Note that for convenience the complete declension is wrapped again in an element which marks the gender and number. These are required for inflecting any dependent words.

It is currently assumed that you will define separate transclusion resources for the singular and plural forms of a word.

Specifying the Required Form

At each location where a declinable term is to be transcluded, you must mark up the case and / or definiteness you require for this instance of the term, depending on the current language. This may require that you use another spanning element to wrap the location where the term is to be transcluded.
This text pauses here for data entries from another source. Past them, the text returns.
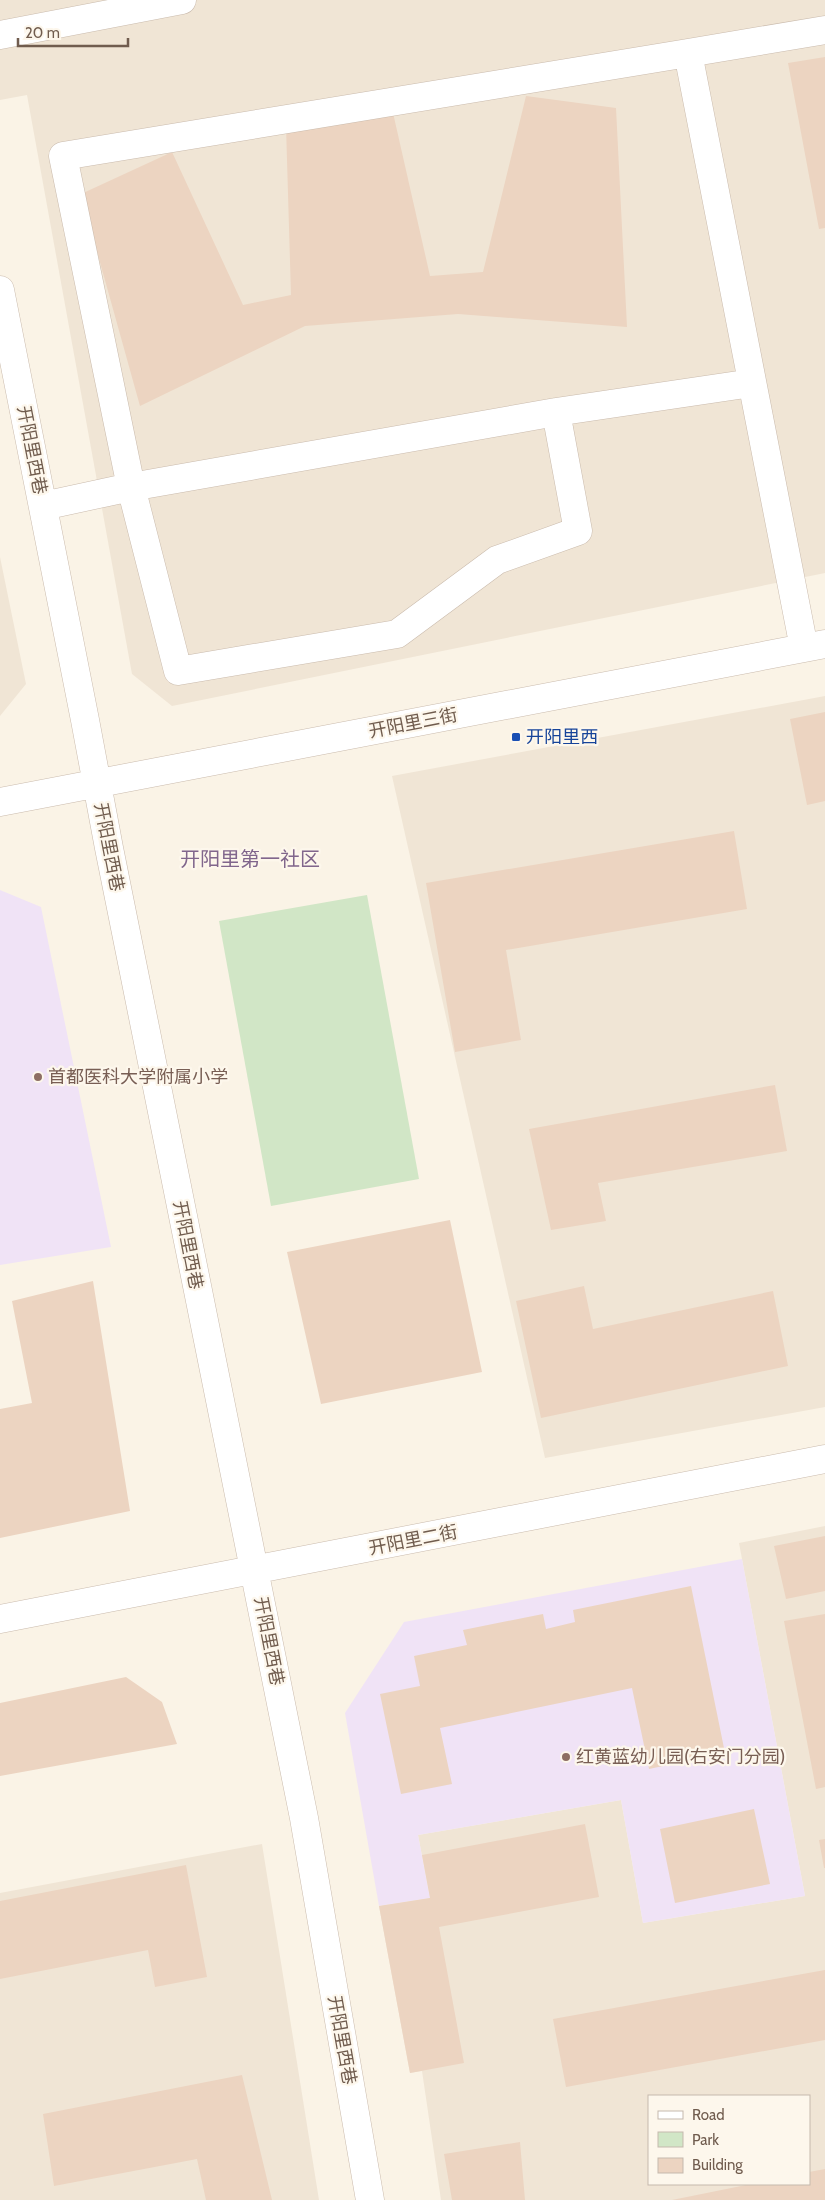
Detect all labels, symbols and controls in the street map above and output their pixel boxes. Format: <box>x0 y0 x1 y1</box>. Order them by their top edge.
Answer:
scale bar <box>18 15 128 47</box>
text: 20 m <box>25 24 60 42</box>
street label: 开阳里西巷 <box>13 404 51 496</box>
street label: 开阳里三街 <box>367 704 459 742</box>
place label: 开阳里西 <box>526 726 598 748</box>
marker: 开阳里西 <box>510 731 522 743</box>
street label: 开阳里西巷 <box>90 801 128 893</box>
district label: 开阳里第一社区 <box>180 847 320 871</box>
place label: 首都医科大学附属小学 <box>48 1066 228 1088</box>
marker: 首都医科大学附属小学 <box>32 1071 44 1083</box>
street label: 开阳里西巷 <box>169 1199 207 1291</box>
street label: 开阳里二街 <box>367 1521 459 1559</box>
street label: 开阳里西巷 <box>250 1595 288 1687</box>
place label: 红黄蓝幼儿园(右安门分园) <box>576 1746 785 1768</box>
marker: 红黄蓝幼儿园(右安门分园) <box>560 1751 572 1763</box>
street label: 开阳里西巷 <box>323 1994 361 2086</box>
legend <box>648 2095 810 2185</box>
text: Road <box>692 2106 725 2124</box>
text: Park <box>692 2131 719 2149</box>
text: Building <box>692 2156 743 2174</box>

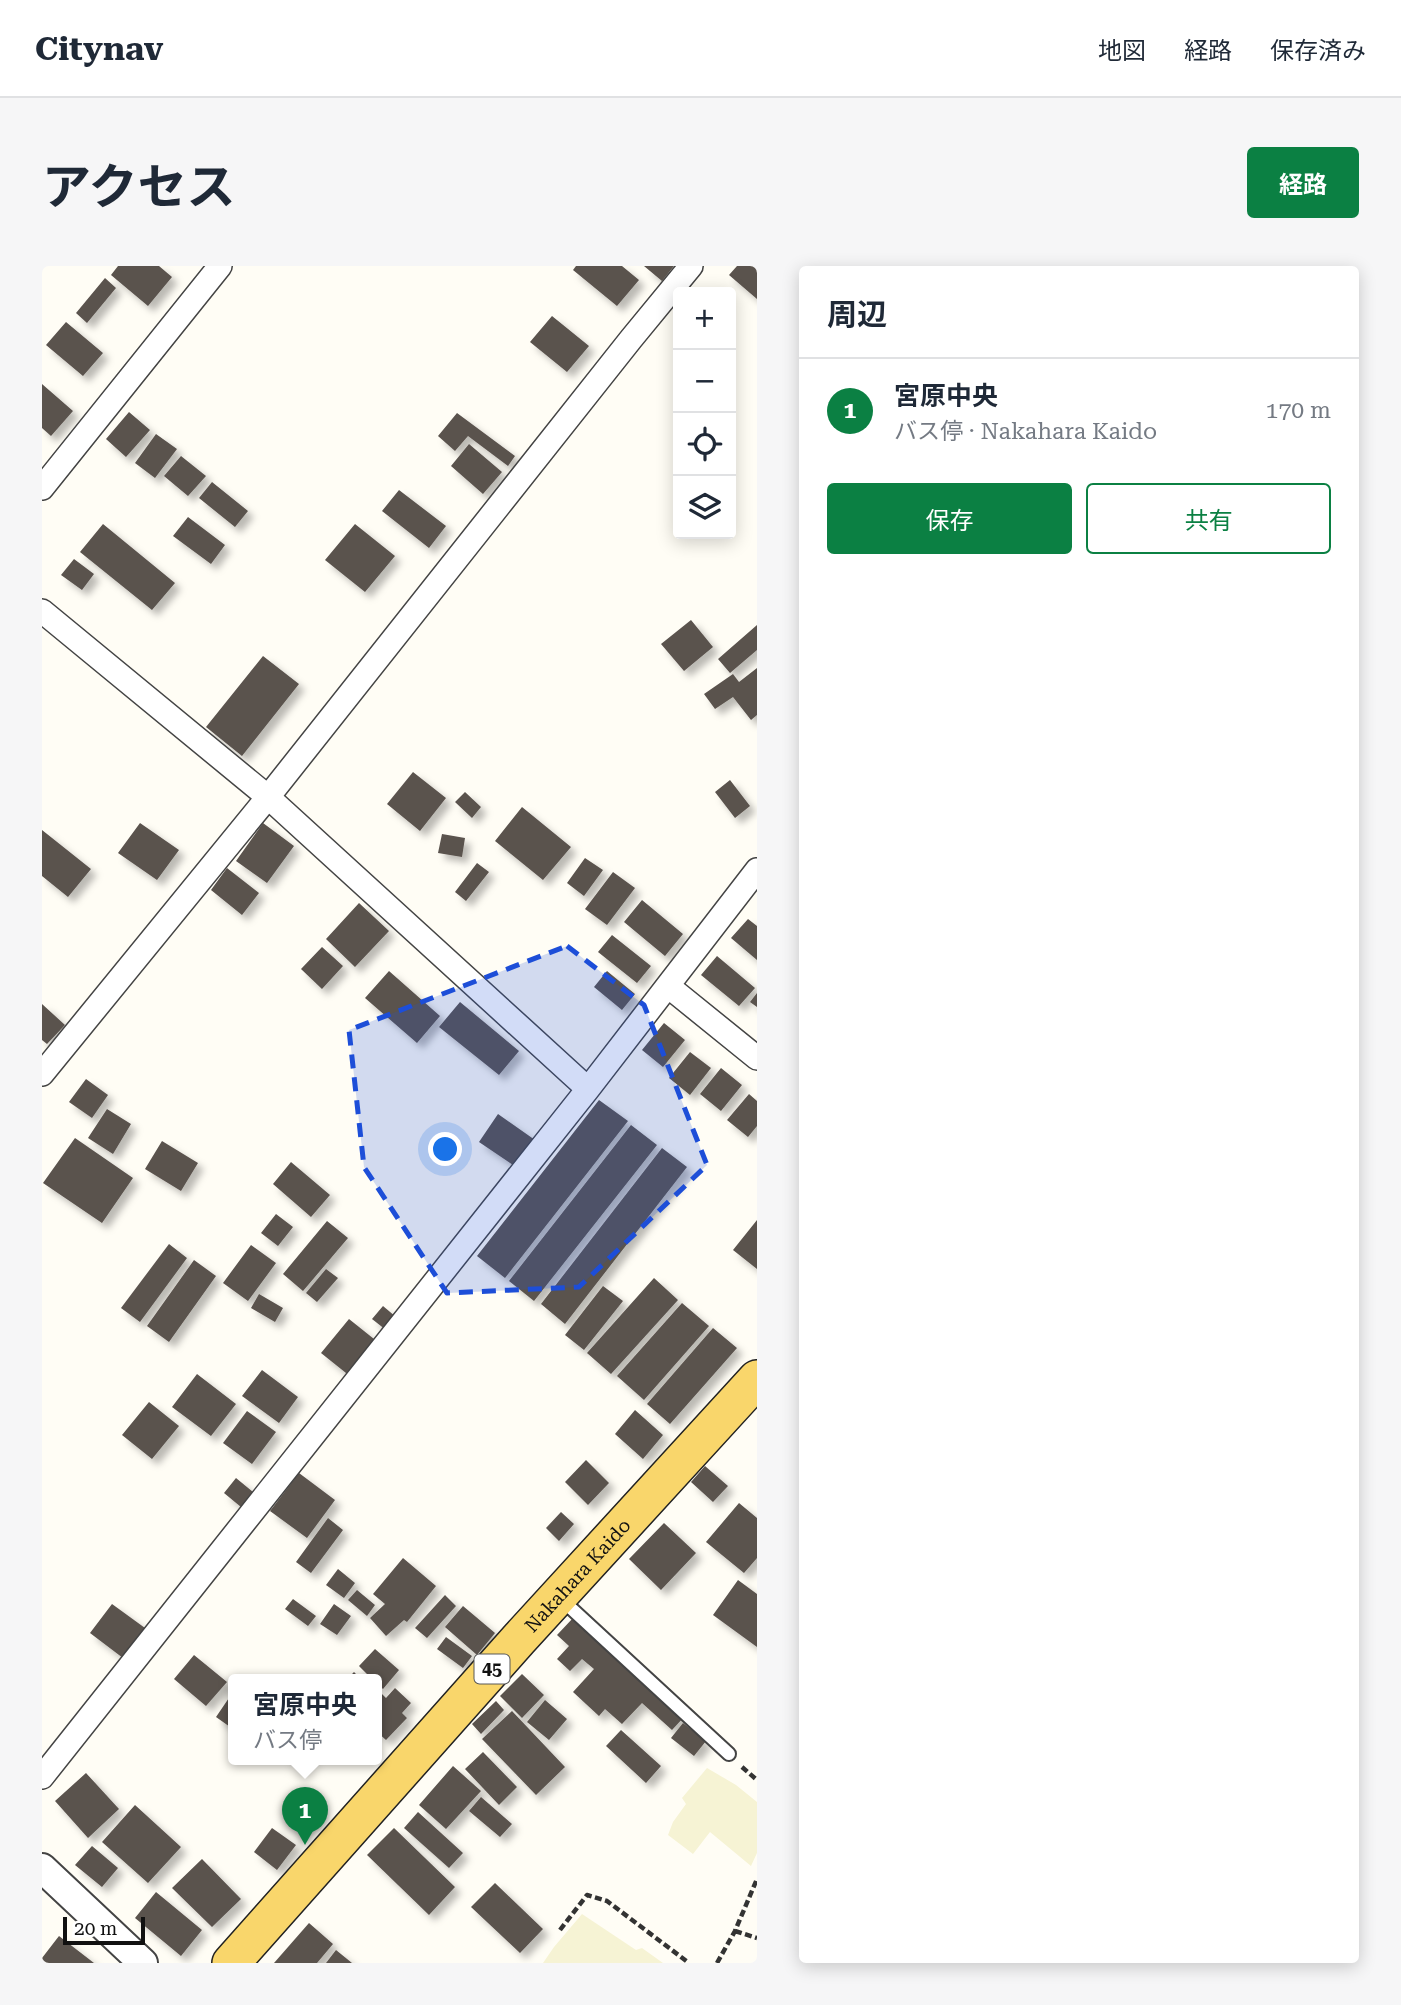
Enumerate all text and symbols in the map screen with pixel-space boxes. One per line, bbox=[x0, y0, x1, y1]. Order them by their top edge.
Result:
text: Citynav bbox=[35, 29, 163, 68]
text: 地図 bbox=[1098, 37, 1146, 65]
text: 経路 bbox=[1184, 37, 1232, 65]
text: 保存済み bbox=[1270, 37, 1366, 65]
button: 経路 bbox=[1247, 147, 1359, 218]
text: アクセス bbox=[42, 159, 236, 216]
map controls bbox=[673, 287, 736, 539]
button: + bbox=[673, 287, 736, 350]
text: 周辺 bbox=[827, 297, 887, 332]
button: − bbox=[673, 350, 736, 413]
text: 宮原中央 bbox=[894, 381, 998, 411]
text: 1 bbox=[844, 397, 856, 424]
text: 170 m bbox=[1266, 397, 1331, 424]
button: locate bbox=[673, 413, 736, 476]
text: バス停 · Nakahara Kaido bbox=[894, 418, 1157, 445]
button: layers bbox=[673, 476, 736, 539]
button: 保存 bbox=[827, 483, 1072, 554]
button: 共有 bbox=[1086, 483, 1331, 554]
your location bbox=[428, 1132, 462, 1166]
street label: Nakahara Kaido bbox=[520, 1514, 636, 1637]
road number: 45 bbox=[475, 1654, 510, 1684]
popup bbox=[228, 1674, 382, 1765]
text: 宮原中央 bbox=[253, 1690, 357, 1720]
text: バス停 bbox=[253, 1727, 322, 1754]
pin: 1 bbox=[282, 1787, 328, 1845]
scale bar bbox=[63, 1914, 145, 1946]
text: 20 m bbox=[74, 1917, 117, 1940]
This example in Swedish specifies that the transcluded term must be definite:

<para>Om nödvändigt, välj <phrase content:ref="Organisational_Unit" ling:class="def"/>.</para>

Dictionary

The syntactic dictionaries are XML dictionaries using a schema which complies with the dictionary module of the Text Encoding Initiative (TEI). The dictionaries are primarily designed to handle words in closed semantic categories, e.g. definite and indefinite articles, demonstrative adjectives.

The dictionaries also contain common contractions, such as German im, vom, beim, or French des, aux.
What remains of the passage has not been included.